Moving your help system from Windows 3.1 to Windows 95/NT involves several steps that take into consideration content, search, and programming issues. This is especially true if you are going to take advantage of the new features provided with the Win 95 help engine.
What is Win 95 help and how can I best use it? The formal name is WinHelp 4. It is the primary method for developing both Windows 95 and Windows NT help systems. Essentially, WinHelp 4 provides several multimedia features, previously available only with add-on products like Multimedia Viewer™. It also provides a much more robust keyword search engine. Windows 95 fully supports Windows 3.1 help files without any rework or recompilation. The help files migrated straight from Windows 3.1 will essentially look the same; however, they will have the added functionality of the help browser index and find features. You may want to consider moving to WinHelp 4 in three stages.
Stage 1: Move to Windows 95/NT, and don’t change the help file.
To configure your Windows 95 help application to use the new features, you need to create a contents file (.cnt) that accompanies the help file. Using the contents file, you can add the following features to a Windows 3.1 help file without recompiling.
Display a hierarchical ‘books and topics’ contents page in the help browser
Dynamically include contents from other help files and seamlessly integrate help files for each user at run-time. Hint: Use Include statements in the contents file to insert the contents of another file into the current help file. Only the contents of installed help files will appear.
Combine keyword indexes from multiple help files to create a “master” index. This is useful if you have several help files and want to give users just one place to search.
Group topics to take advantage of the new built-in multiple topic printing feature. This allows users to print out the entire help file without resorting to the source document.

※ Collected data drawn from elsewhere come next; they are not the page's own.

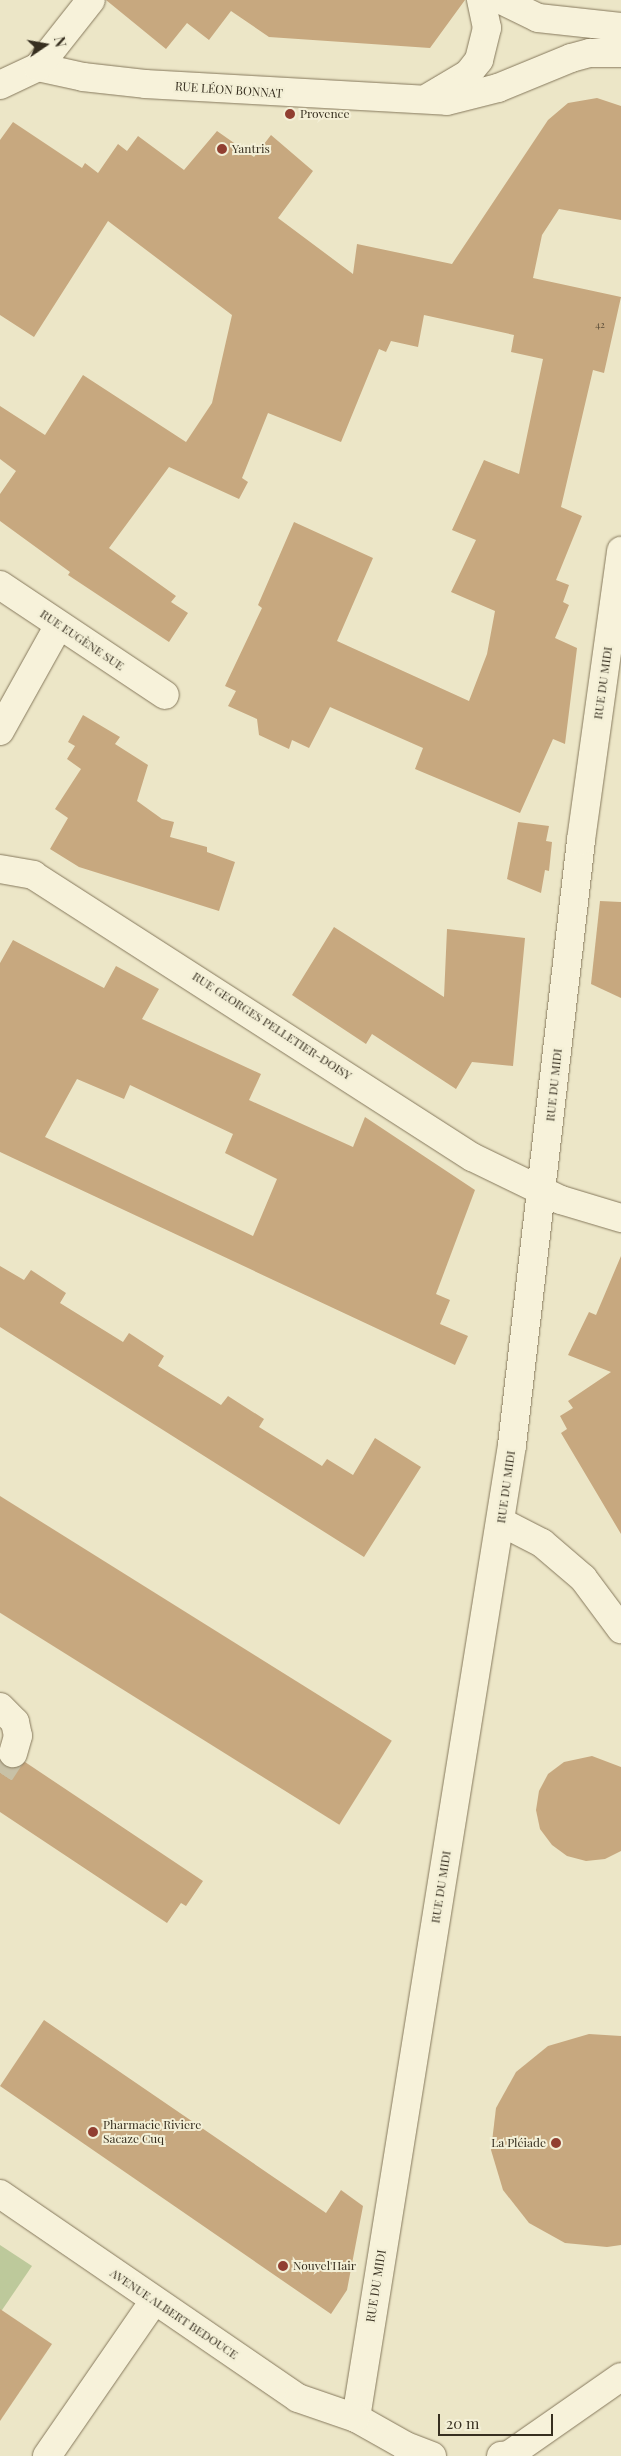 <!DOCTYPE html>
<html>
<head>
<meta charset="utf-8">
<style>
	body { margin:0 }
	#map { position:relative; width:621px; height:2456px; overflow:hidden; background:#ece6c7; font-family:"Playfair Display",serif }
	div>[style] { position:absolute }
	[style*='--x'] { left:calc(var(--x)*1px); top:calc(var(--y)*1px); width:calc(var(--w)*1px); rotate:calc(var(--a)*1deg) }
	.green>* { inset:0; background:#bdc99b }
	.building>* { inset:0; background:#c7a87f; transform-origin:0 0 }
	.street-tunnel>* { height:28px; margin-top:-14px; transform-origin:0; background:repeating-linear-gradient(90deg,#c8c1a6 0 28px,transparent 0 42px) }
	.roads { filter:drop-shadow(0 0 1px #86795d) drop-shadow(0 0 1px #86795d) }
	.street>* { height:28px; margin:-14px; padding:0 14px; transform-origin:14px; border-radius:14px; background:#f7f2da }
	.secondary>* { height:28px; margin:-14px; padding:0 14px; transform-origin:14px; border-radius:14px; background:#f7f2da }
	.dots>* { width:14px; height:14px; translate:-50% -50%; box-sizing:border-box; border:2px solid #f3efd6; border-radius:50% }
	span { translate:-50% -50%; white-space:nowrap; text-align:center; line-height:1.15; -webkit-text-stroke:4px #f3efd6; paint-order:stroke }
	.number-label { font-size:10px; color:#5b4d38 }
	.number-label span { -webkit-text-stroke-width:0 }
	.street-label { font-size:12px; color:#372f20 }
	.poi-label { font-size:12px; color:#372f20 }
	.left { translate:0 -50%; text-align:left }
	.right { translate:-100% -50%; text-align:right }
	.north { position:absolute; left:20px; top:20px; width:50px; height:50px; -webkit-text-stroke:4px #f3efd6; paint-order:stroke; rotate:78deg; font-size:14px; font-weight:700; line-height:20px; text-align:center; color:#372f20 }
	.north::after { content:''; display:block; margin:auto; width:18px; height:22px; background:#372f20; clip-path:polygon(50% 0,100% 100%,50% 72%,0 100%) }
	.scale { position:absolute; left:438px; top:2414px; width:115px; height:22px; box-sizing:border-box; border:2px solid #372f20; border-top:0; padding-left:6px; font-size:15px; line-height:18px; white-space:nowrap; color:#372f20; -webkit-text-stroke:4px #f3efd6; paint-order:stroke }
</style>
</head>
<body>
<div id="map">
	<div class="green">
		<i style="clip-path:polygon(0 2245px,32px 2266px,0 2313px)"></i>
	</div>
	<div class="building">
		<i style="clip-path:polygon(106px 0,465px 0,430px 48px,269px 37px,231px 11px,209px 40px,187px 23px,166px 49px)"></i>
		<i style="clip-path:polygon(597px 98px,621px 106px,621px 220px,559px 209px,542px 235px,533px 278px,621px 297px,604px 373px,593px 370px,561px 507px,582px 516px,556px 580px,569px 585px,563px 602px,569px 605px,555px 638px,577px 648px,565px 744px,553px 739px,520px 813px,415px 769px,423px 748px,330px 707px,309px 748px,292px 740px,289px 749px,259px 735px,257px 719px,228px 706px,236px 691px,225px 686px,262px 608px,258px 605px,294px 522px,373px 558px,337px 641px,469px 701px,487px 654px,495px 611px,451px 592px,476px 540px,452px 530px,484px 460px,519px 474px,543px 359px,511px 352px,514px 335px,424px 315px,418px 347px,391px 341px,386px 352px,379px 349px,341px 442px,268px 413px,242px 478px,248px 482px,239px 499px,169px 467px,109px 548px,176px 596px,171px 602px,188px 613px,169px 642px,68px 575px,70px 572px,0 521px,0 494px,16px 471px,0 459px,0 406px,45px 435px,83px 375px,186px 442px,212px 403px,232px 315px,108px 221px,34px 337px,0 315px,0 140px,13px 122px,82px 168px,85px 163px,98px 173px,118px 144px,127px 151px,138px 136px,184px 170px,217px 131px,254px 157px,271px 135px,313px 171px,278px 218px,353px 274px,357px 244px,452px 264px,548px 120px,568px 103px)"></i>
		<i style="clip-path:polygon(83px 715px,120px 737px,115px 744px,148px 765px,137px 801px,162px 819px,174px 822px,170px 837px,207px 847px,207px 852px,235px 862px,219px 911px,79px 867px,50px 849px,68px 818px,55px 809px,81px 769px,67px 759px,75px 746px,68px 742px)"></i>
		<i style="clip-path:polygon(518px 822px,549px 826px,546px 841px,552px 842px,549px 871px,545px 870px,541px 893px,507px 879px)"></i>
		<i style="clip-path:polygon(600px 901px,621px 902px,621px 998px,591px 984px)"></i>
		<i style="clip-path:polygon(334px 927px,444px 997px,447px 929px,525px 938px,513px 1066px,472px 1062px,456px 1089px,372px 1034px,366px 1044px,292px 995px)"></i>
		<i style="clip-path:polygon(evenodd,13px 940px,104px 988px,116px 966px,159px 989px,142px 1019px,261px 1074px,249px 1100px,353px 1147px,365px 1117px,475px 1190px,436px 1294px,450px 1300px,440px 1324px,468px 1336px,455px 1365px,0 1152px,0 963px,13px 940px,77px 1079px,124px 1099px,130px 1085px,233px 1134px,225px 1153px,277px 1179px,253px 1236px,45px 1137px,77px 1079px)"></i>
		<i style="clip-path:polygon(621px 1256px,621px 1534px,561px 1433px,567px 1429px,560px 1416px,573px 1408px,568px 1401px,611px 1372px,568px 1355px,589px 1312px,596px 1315px)"></i>
		<i style="clip-path:polygon(0 1266px,24px 1280px,31px 1270px,66px 1293px,60px 1303px,123px 1342px,129px 1333px,164px 1356px,158px 1366px,221px 1405px,228px 1396px,264px 1419px,259px 1427px,322px 1466px,327px 1459px,353px 1475px,375px 1438px,421px 1467px,364px 1557px,0 1327px)"></i>
		<i style="left:0;top:1496px;width:462px;height:99px;rotate:32deg"></i>
		<i style="clip-path:polygon(592px 1756px,621px 1767px,621px 1851px,605px 1859px,586px 1861px,567px 1856px,552px 1845px,540px 1829px,536px 1810px,539px 1791px,548px 1774px,564px 1762px)"></i>
		<i style="clip-path:polygon(0 1761px,9px 1768px,25px 1762px,203px 1881px,186px 1906px,181px 1903px,167px 1923px,0 1812px)"></i>
		<i style="clip-path:polygon(44px 2020px,326px 2213px,341px 2190px,363px 2206px,347px 2290px,331px 2314px,0 2086px)"></i>
		<i style="clip-path:polygon(589px 2034px,621px 2036px,621px 2245px,607px 2247px,565px 2243px,529px 2223px,503px 2190px,491px 2150px,496px 2108px,516px 2072px,548px 2046px)"></i>
		<i style="clip-path:polygon(0 2309px,52px 2344px,0 2421px)"></i>
	</div>
	<div class="street-tunnel">
		<i style="--x:0;--y:1773;--w:24;--a:-57"></i>
	</div>
	<div class="roads">
		<div class="street">
			<i style="--x:501;--y:0;--w:41;--a:25.9"></i>
			<i style="--x:538;--y:18;--w:83;--a:6.2"></i>
			<i style="--x:38;--y:67;--w:46;--a:12.5"></i>
			<i style="--x:83;--y:77;--w:62;--a:6.4"></i>
			<i style="--x:145;--y:84;--w:302;--a:3.2"></i>
			<i style="--x:447;--y:101;--w:53;--a:-14.3"></i>
			<i style="--x:498;--y:88;--w:79;--a:-22.3"></i>
			<i style="--x:571;--y:58;--w:20;--a:-15"></i>
			<i style="--x:590;--y:53;--w:31;--a:0"></i>
			<i style="--x:0;--y:85;--w:42;--a:-25.3"></i>
			<i style="--x:38;--y:67;--w:85;--a:-51.7"></i>
			<i style="--x:429;--y:97;--w:45;--a:-30.5"></i>
			<i style="--x:468;--y:74;--w:18;--a:-52"></i>
			<i style="--x:479;--y:60;--w:33;--a:-76"></i>
			<i style="--x:487;--y:28;--w:29;--a:-102"></i>
			<i style="--x:0;--y:585;--w:198;--a:33.7"></i>
			<i style="--x:0;--y:731;--w:121;--a:-60.9"></i>
			<i style="--x:0;--y:869;--w:34;--a:10"></i>
			<i style="--x:33;--y:875;--w:522;--a:32.72"></i>
			<i style="--x:472;--y:1157;--w:99;--a:25.8"></i>
			<i style="--x:561;--y:1200;--w:63;--a:16.7"></i>
			<i style="--x:501;--y:1522;--w:46;--a:27.1"></i>
			<i style="--x:542;--y:1543;--w:54;--a:40.5"></i>
			<i style="--x:583;--y:1578;--w:64;--a:53.3"></i>
			<i style="--x:0;--y:1707;--w:21;--a:45"></i>
			<i style="--x:15;--y:1722;--w:14;--a:78"></i>
			<i style="--x:18;--y:1736;--w:18;--a:106"></i>
			<i style="--x:47;--y:2456;--w:188;--a:-55.4"></i>
			<i style="--x:432;--y:2456;--w:30;--a:-159"></i>
			<i style="--x:404;--y:2445;--w:55;--a:-150.6"></i>
			<i style="--x:356;--y:2418;--w:985;--a:-80.89"></i>
			<i style="--x:512;--y:1445;--w:609;--a:-83.49"></i>
			<i style="--x:581;--y:840;--w:292;--a:-82.1"></i>
			<i style="--x:501;--y:2456;--w:8;--a:-7"></i>
			<i style="--x:509;--y:2455;--w:136;--a:-34.9"></i>
		</div>
		<div class="secondary">
			<i style="--x:0;--y:2194;--w:361;--a:34.4"></i>
			<i style="--x:298;--y:2398;--w:61;--a:19"></i>
		</div>
	</div>
	<div class="dots">
		<i style="left:290px;top:114px;background:#913f31"></i>
		<i style="left:222px;top:149px;background:#913f31"></i>
		<i style="left:93px;top:2132px;background:#913f31"></i>
		<i style="left:556px;top:2143px;background:#913f31"></i>
		<i style="left:283px;top:2266px;background:#913f31"></i>
	</div>
	<div class="number-label">
		<span style="left:600px;top:325px">42</span>
	</div>
	<div class="street-label">
		<span style="left:229px;top:90px;rotate:4deg">RUE LÉON BONNAT</span>
		<span style="left:82px;top:640px;rotate:34deg">RUE EUGÈNE SUE</span>
		<span style="left:603px;top:683px;rotate:-82deg">RUE DU MIDI</span>
		<span style="left:272px;top:1026px;rotate:33deg">RUE GEORGES PELLETIER-DOISY</span>
		<span style="left:554px;top:1085px;rotate:-84deg">RUE DU MIDI</span>
		<span style="left:506px;top:1487px;rotate:-82deg">RUE DU MIDI</span>
		<span style="left:441px;top:1887px;rotate:-81deg">RUE DU MIDI</span>
		<span style="left:376px;top:2286px;rotate:-81deg">RUE DU MIDI</span>
		<span style="left:174px;top:2314px;rotate:34deg">AVENUE ALBERT BEDOUCE</span>
	</div>
	<div class="poi-label">
		<span class="left" style="left:300px;top:114px">Provence</span>
		<span class="left" style="left:232px;top:149px">Yantris</span>
		<span class="left" style="left:103px;top:2132px">Pharmacie Riviere<br>Sacaze Cuq</span>
		<span class="right" style="left:546px;top:2143px">La Pléiade</span>
		<span class="left" style="left:293px;top:2266px">Nouvel'Hair</span>
	</div>
	<div class="north">N</div>
	<div class="scale">20 m</div>
</div>
</body>
</html>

Stage 2: Move to Window 95/NT, and create associative links and secondary windows.
You can display each topic in its own secondary window. This can be useful to compare pieces of information. However, it can be confusing to some users who are not comfortable with a multi-window environment. This approach is best used when you migrate your help content from reference material to more clear and concise task-based content. With this approach, you can provide task information very quickly in the main help file and provide detail to support the task as a topic in a secondary window. In addition, you can add associative links that appear in a secondary window. These associative links are excellent for providing the ability to search for topics across help files.
Stage 3: Move to Windows 95/NT, and tie online help more closely to the application.
Classic System Solutions has always been a fan of clear and concise help within the application. Now there are some decent tools that come with WinHelp 4 to implement this technique. What’s This? is pop-up context-sensitive help that appears when the user right-clicks on a specific dialog box control. This requires some significant rework of your existing help file; however, it provides clear context-sensitive help without launching the user into a cumbersome help application. You can also implement “shortcuts” that invoke a dialog box or window from within the application by clicking a button in the help window. This is a little tricky to implement, and you need to be very clear on whether the window invoked is modal or modeless. Essentially, this is the next logical step of implementing actions such as “Do it!” buttons within your help application.
Whichever approach you take, plan out your strategy, and become familiar with the features WinHelp 4 has to offer.